**Goal of the exercise**
Would you retype the entries from the first line to the line bearing "0 #674a36) drop-shadow(-2px", both included, leaving out every picture?

**The records**
☆ ☆ ☆ ☆ ☆ ☆ ☆

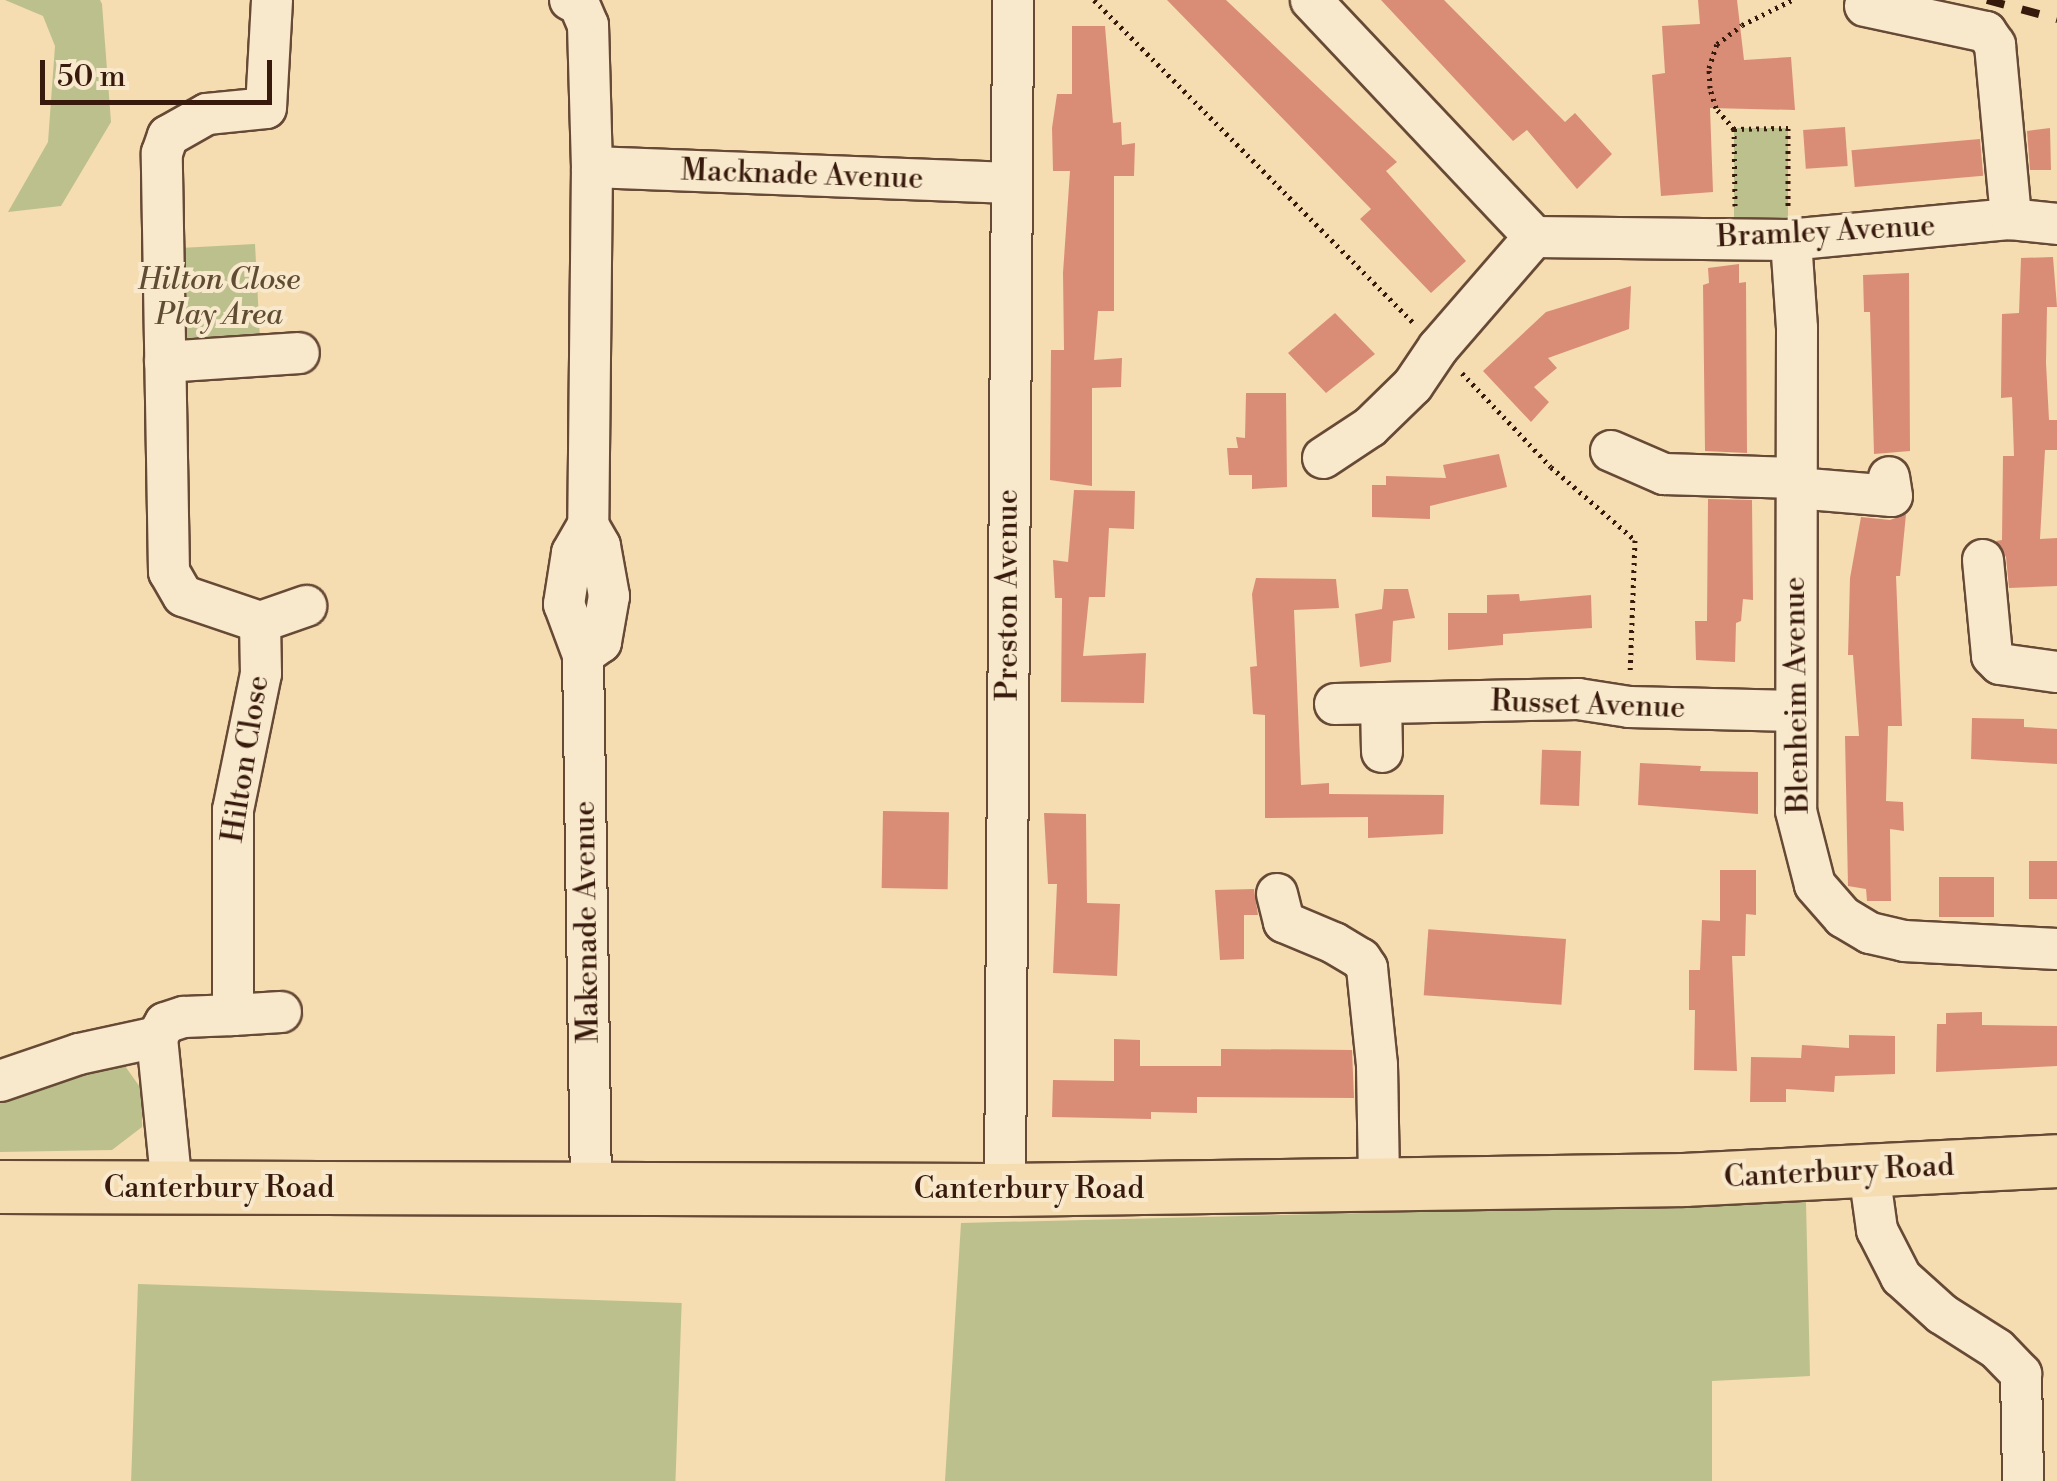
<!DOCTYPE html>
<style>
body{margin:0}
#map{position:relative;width:2057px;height:1481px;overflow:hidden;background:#f5dcb1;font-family:"Libre Bodoni",serif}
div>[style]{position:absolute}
.green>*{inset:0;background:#bcc08c;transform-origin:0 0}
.building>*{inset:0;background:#da8d76;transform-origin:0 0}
.path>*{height:5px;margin-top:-2.5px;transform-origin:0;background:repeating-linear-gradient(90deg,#381a0d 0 2.5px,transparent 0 7.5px)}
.roads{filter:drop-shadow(2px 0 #674a36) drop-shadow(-2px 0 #674a36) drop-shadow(0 2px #674a36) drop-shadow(0 -2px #674a36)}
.minor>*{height:40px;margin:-20px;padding:0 20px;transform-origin:20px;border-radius:20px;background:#f8e8cc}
.major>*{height:52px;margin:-26px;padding:0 26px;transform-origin:26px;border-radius:26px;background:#f5dcb1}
.rail>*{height:8px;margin-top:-4px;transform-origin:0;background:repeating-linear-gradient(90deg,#381a0d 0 18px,transparent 0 36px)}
span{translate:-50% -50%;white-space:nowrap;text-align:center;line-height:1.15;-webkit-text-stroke:8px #f8e8cc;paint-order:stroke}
.street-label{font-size:30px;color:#381a0d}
.park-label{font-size:30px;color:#604c33;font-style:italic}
.scale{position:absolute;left:40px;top:60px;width:232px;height:45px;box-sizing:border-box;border:5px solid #381a0d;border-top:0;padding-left:12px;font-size:30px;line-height:35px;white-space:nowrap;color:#381a0d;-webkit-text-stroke:8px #f8e8cc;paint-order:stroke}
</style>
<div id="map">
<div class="green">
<i style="clip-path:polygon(5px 0,100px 0,102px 4px,111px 122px,61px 206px,8px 212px,48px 142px,55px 46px,43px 16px)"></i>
<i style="left:1788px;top:128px;width:100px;height:54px;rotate:90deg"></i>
<i style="left:255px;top:244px;width:105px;height:75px;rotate:87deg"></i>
<i style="clip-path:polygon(125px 1066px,142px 1090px,142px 1127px,112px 1150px,0 1152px,0 1096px)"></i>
<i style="clip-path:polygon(1806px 1202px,1810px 1376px,1712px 1381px,1712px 1481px,945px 1481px,961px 1223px)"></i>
<i style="left:138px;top:1284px;width:544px;height:197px;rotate:2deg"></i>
</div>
<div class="building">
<i style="clip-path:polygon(1167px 0,1226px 0,1397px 162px,1386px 171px,1466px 261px,1431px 293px,1360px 219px,1371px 209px)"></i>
<i style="clip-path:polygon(1381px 0,1444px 0,1565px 122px,1575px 113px,1612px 154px,1577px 189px,1527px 130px,1513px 141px)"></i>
<i style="clip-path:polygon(1698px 0,1737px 0,1744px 60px,1791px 57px,1795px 110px,1710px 108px,1713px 192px,1661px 196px,1652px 75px,1665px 73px,1662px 26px,1700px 24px)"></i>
<i style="clip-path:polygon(1072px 26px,1105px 26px,1113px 123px,1121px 122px,1122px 145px,1135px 143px,1134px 176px,1114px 176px,1114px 311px,1098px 311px,1094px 360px,1122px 358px,1121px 387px,1092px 388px,1092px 486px,1050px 480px,1051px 350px,1064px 350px,1063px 273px,1070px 171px,1053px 171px,1052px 128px,1057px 94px,1072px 94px)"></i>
<i style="left:1845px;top:127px;width:39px;height:42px;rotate:86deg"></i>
<i style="clip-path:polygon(2050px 128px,2051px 170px,2030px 170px,2027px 131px)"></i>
<i style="left:1980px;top:139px;width:37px;height:129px;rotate:85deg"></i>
<i style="clip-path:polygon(2053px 257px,2057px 307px,2047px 307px,2046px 363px,2049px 420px,2057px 420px,2057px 450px,2045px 450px,2040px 539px,2057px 538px,2057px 586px,2009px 588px,2006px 557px,1996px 541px,2002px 540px,2003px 456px,2014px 456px,2012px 397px,2001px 398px,2002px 314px,2019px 313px,2021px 258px)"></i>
<i style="clip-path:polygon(1739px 264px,1739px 283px,1746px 282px,1747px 453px,1705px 451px,1703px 285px,1709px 283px,1708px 268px)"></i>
<i style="clip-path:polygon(1909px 273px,1910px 451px,1874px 454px,1870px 312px,1864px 312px,1863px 275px)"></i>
<i style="clip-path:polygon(1631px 286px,1629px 329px,1548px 358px,1557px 368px,1534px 387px,1549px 402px,1531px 422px,1483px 371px,1546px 312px)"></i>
<i style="clip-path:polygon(1335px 313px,1375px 354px,1326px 393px,1288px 353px)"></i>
<i style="clip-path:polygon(1246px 393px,1286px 393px,1287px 487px,1252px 489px,1252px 475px,1229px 475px,1227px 448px,1238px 448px,1236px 437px,1245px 438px)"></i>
<i style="clip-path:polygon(1499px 454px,1507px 487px,1430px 506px,1430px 519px,1372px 517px,1372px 485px,1386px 485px,1386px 476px,1446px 478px,1443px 465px)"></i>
<i style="clip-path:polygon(1074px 490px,1135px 491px,1134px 529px,1109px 528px,1105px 597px,1089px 597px,1083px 656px,1146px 653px,1144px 703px,1061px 702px,1062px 598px,1055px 598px,1053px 560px,1068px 562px)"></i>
<i style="clip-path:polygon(1708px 499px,1752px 500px,1753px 600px,1743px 599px,1741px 621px,1736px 623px,1735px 662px,1696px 660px,1695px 621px,1707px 621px)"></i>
<i style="clip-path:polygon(1906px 514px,1900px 576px,1896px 576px,1902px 726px,1888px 726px,1886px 801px,1903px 802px,1904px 831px,1890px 829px,1891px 901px,1867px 901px,1866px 889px,1848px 886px,1845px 736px,1859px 736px,1853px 655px,1848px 655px,1850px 578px,1861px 517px,1890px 520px)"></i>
<i style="clip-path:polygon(1256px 578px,1336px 579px,1339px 608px,1294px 610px,1301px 785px,1329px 783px,1329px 794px,1444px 795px,1443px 834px,1368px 838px,1368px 817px,1265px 818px,1265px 715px,1253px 714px,1250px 667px,1257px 666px,1252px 594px)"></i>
<i style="clip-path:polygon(1384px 589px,1408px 589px,1415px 618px,1393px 621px,1391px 662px,1360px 667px,1355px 614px,1382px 609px)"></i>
<i style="clip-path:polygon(1519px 594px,1520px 601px,1591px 595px,1592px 628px,1503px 634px,1503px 645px,1448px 650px,1448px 613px,1487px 613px,1487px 595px)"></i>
<i style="clip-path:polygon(1972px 718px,2024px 719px,2024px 727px,2057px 729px,2057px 764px,1971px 759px)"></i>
<i style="left:1581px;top:751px;width:55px;height:39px;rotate:92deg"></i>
<i style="clip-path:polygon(1640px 763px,1701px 766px,1700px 771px,1758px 772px,1758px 814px,1638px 805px)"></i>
<i style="left:883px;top:811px;width:66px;height:77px;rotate:1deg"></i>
<i style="clip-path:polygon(1044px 813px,1086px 814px,1087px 903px,1120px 904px,1117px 976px,1053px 973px,1057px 884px,1048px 884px)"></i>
<i style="left:2029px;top:861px;width:28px;height:38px"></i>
<i style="clip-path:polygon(1720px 870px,1756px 870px,1756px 915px,1746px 914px,1745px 956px,1732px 956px,1737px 1071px,1694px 1070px,1695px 1010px,1689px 1010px,1689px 970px,1700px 970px,1702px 920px,1720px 921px)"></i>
<i style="left:1939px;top:877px;width:55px;height:40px"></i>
<i style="clip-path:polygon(1254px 889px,1258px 915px,1244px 915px,1244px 959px,1220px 960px,1215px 890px)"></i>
<i style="left:1566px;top:939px;width:66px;height:138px;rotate:94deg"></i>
<i style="clip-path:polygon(1982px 1012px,1982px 1025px,2057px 1026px,2057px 1066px,1936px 1072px,1937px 1024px,1946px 1024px,1946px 1013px)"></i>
<i style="clip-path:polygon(1849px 1035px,1895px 1036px,1895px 1074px,1835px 1076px,1834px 1092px,1786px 1089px,1786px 1102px,1750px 1102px,1751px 1057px,1801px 1058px,1802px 1045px,1849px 1048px)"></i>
<i style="clip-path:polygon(1114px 1039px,1140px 1040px,1140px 1066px,1221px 1066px,1221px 1049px,1352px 1050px,1354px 1098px,1197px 1097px,1197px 1113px,1151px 1112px,1151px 1119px,1052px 1117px,1053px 1080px,1114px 1081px)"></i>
</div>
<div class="path">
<i style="left:1094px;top:0;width:453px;rotate:45.3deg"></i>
<i style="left:1734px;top:129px;width:28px;rotate:-131deg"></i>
<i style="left:1716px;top:108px;width:21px;rotate:-107deg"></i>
<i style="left:1710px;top:88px;width:20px;rotate:-93deg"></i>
<i style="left:1709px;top:68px;width:25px;rotate:-72deg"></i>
<i style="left:1717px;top:44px;width:31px;rotate:-37deg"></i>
<i style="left:1742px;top:25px;width:56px;rotate:-26.6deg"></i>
<i style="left:1735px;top:206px;width:77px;rotate:-90.7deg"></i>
<i style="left:1734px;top:129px;width:54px;rotate:-1.1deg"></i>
<i style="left:1788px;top:128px;width:79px;rotate:90deg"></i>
<i style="left:1462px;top:373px;width:129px;rotate:46.6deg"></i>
<i style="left:1551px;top:467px;width:111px;rotate:41deg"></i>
<i style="left:1635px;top:540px;width:134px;rotate:92.1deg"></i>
</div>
<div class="roads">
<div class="minor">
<i style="left:570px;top:0;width:10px;rotate:24deg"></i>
<i style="left:579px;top:4px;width:23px;rotate:67deg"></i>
<i style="left:588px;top:25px;width:142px;rotate:88.4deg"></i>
<i style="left:592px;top:167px;width:358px;rotate:90.6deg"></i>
<i style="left:588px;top:525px;width:24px;rotate:60deg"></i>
<i style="left:600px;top:546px;width:51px;rotate:79.8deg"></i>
<i style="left:609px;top:596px;width:47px;rotate:99.9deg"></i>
<i style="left:601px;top:642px;width:22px;rotate:144deg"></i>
<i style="left:1311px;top:0;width:325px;rotate:46.7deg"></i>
<i style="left:1534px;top:237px;width:254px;rotate:0.7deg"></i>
<i style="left:1788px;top:240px;width:224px;rotate:-5.4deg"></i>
<i style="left:2011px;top:219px;width:46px;rotate:6.2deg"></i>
<i style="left:1865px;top:6px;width:124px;rotate:12.1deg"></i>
<i style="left:1986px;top:32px;width:16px;rotate:55deg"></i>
<i style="left:1995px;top:45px;width:175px;rotate:84.7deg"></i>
<i style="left:592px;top:167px;width:419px;rotate:2.2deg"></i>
<i style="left:1791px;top:240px;width:88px;rotate:86.1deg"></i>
<i style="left:1797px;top:328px;width:483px;rotate:90.1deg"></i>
<i style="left:1796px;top:811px;width:76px;rotate:75.6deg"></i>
<i style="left:1815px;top:885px;width:43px;rotate:48.8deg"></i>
<i style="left:1843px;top:917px;width:31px;rotate:31deg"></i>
<i style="left:1870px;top:933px;width:35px;rotate:13deg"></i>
<i style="left:1904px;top:941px;width:153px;rotate:3deg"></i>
<i style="left:165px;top:362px;width:134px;rotate:-3.8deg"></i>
<i style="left:1611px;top:451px;width:58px;rotate:23.5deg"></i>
<i style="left:1664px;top:474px;width:131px;rotate:1.7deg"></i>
<i style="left:1323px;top:458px;width:56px;rotate:-33.4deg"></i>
<i style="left:1370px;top:427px;width:60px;rotate:-44.3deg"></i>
<i style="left:1413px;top:385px;width:45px;rotate:-56deg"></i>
<i style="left:1438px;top:348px;width:147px;rotate:-49.1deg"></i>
<i style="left:1796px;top:488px;width:96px;rotate:4.8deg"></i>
<i style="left:1892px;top:496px;width:19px;rotate:-99deg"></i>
<i style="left:588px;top:525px;width:32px;rotate:120deg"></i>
<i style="left:572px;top:553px;width:52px;rotate:98.9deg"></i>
<i style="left:564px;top:604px;width:54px;rotate:69.6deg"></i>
<i style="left:583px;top:655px;width:535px;rotate:89.14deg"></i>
<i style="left:1983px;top:560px;width:96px;rotate:84.6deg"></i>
<i style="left:1992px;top:656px;width:11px;rotate:45deg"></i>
<i style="left:2000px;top:664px;width:58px;rotate:8deg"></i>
<i style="left:260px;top:622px;width:49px;rotate:-19.2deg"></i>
<i style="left:1381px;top:703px;width:49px;rotate:88.8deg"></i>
<i style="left:1335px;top:704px;width:243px;rotate:-1.2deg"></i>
<i style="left:1578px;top:699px;width:52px;rotate:8.9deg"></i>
<i style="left:1629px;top:707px;width:166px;rotate:1.4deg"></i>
<i style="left:1277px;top:894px;width:29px;rotate:76deg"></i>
<i style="left:1284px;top:922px;width:54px;rotate:22.8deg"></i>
<i style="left:1334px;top:943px;width:31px;rotate:31deg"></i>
<i style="left:1361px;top:959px;width:11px;rotate:56deg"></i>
<i style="left:1367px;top:968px;width:98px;rotate:84.1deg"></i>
<i style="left:1377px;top:1065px;width:120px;rotate:89deg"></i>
<i style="left:233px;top:1015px;width:48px;rotate:-3.6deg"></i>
<i style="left:0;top:1081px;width:83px;rotate:-18.9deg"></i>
<i style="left:79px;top:1054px;width:80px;rotate:-12.3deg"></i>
<i style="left:1869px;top:1172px;width:59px;rotate:82.1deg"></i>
<i style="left:1877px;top:1230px;width:53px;rotate:62.9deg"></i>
<i style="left:1901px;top:1277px;width:55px;rotate:42.1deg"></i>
<i style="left:1942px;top:1314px;width:65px;rotate:32.5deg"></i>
<i style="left:1997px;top:1349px;width:35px;rotate:46deg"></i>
<i style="left:2021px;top:1374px;width:107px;rotate:88.9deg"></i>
<i style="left:172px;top:1188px;width:152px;rotate:-95.7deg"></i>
<i style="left:157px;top:1037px;width:16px;rotate:-60deg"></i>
<i style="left:165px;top:1023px;width:20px;rotate:-18deg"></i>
<i style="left:184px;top:1017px;width:49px;rotate:-2.3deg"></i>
<i style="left:233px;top:1015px;width:205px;rotate:-90deg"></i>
<i style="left:233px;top:810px;width:139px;rotate:-78.4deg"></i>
<i style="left:261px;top:674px;width:52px;rotate:-91.1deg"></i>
<i style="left:260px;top:622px;width:81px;rotate:-161.3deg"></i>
<i style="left:183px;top:596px;width:28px;rotate:-120deg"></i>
<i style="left:169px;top:572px;width:419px;rotate:-91deg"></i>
<i style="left:162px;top:153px;width:18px;rotate:-71deg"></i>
<i style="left:168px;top:136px;width:45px;rotate:-29.4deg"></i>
<i style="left:207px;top:114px;width:59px;rotate:-5.8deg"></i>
<i style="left:266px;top:108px;width:108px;rotate:-86.8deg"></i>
<i style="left:1005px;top:1190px;width:1190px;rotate:-89.61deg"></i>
</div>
<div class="major">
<i style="left:0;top:1187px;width:1005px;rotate:0.17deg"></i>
<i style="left:1005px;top:1190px;width:680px;rotate:-0.84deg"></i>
<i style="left:1685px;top:1180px;width:372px;rotate:-2.9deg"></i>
</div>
</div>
<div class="rail">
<i style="left:1987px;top:0;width:73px;rotate:15.2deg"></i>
</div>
<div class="street-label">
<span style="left:802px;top:175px;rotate:2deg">Macknade Avenue</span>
<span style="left:1826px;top:232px;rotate:-3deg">Bramley Avenue</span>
<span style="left:1008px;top:595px;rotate:-90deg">Preston Avenue</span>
<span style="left:1797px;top:695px;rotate:-91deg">Blenheim Avenue</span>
<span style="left:1588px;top:705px;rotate:2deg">Russet Avenue</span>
<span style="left:246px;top:759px;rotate:-81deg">Hilton Close</span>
<span style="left:587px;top:922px;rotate:-91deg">Makenade Avenue</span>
<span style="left:1839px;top:1172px;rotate:-3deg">Canterbury Road</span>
<span style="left:219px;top:1188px">Canterbury Road</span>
<span style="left:1029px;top:1189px">Canterbury Road</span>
</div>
<div class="park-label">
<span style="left:219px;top:297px">Hilton Close<br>Play Area</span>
</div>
<div class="scale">50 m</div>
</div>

☆ ☆ ☆ ☆ ☆ ☆ ☆

**Worked solution**
<!DOCTYPE html>
<style>
body{margin:0}
#map{position:relative;width:2057px;height:1481px;overflow:hidden;background:#f5dcb1;font-family:"Libre Bodoni",serif}
div>[style]{position:absolute}
.green>*{inset:0;background:#bcc08c;transform-origin:0 0}
.building>*{inset:0;background:#da8d76;transform-origin:0 0}
.path>*{height:5px;margin-top:-2.5px;transform-origin:0;background:repeating-linear-gradient(90deg,#381a0d 0 2.5px,transparent 0 7.5px)}
.roads{filter:drop-shadow(2px 0 #674a36) drop-shadow(-2px 0 #674a36) drop-shadow(0 2px #674a36) drop-shadow(0 -2px #674a36)}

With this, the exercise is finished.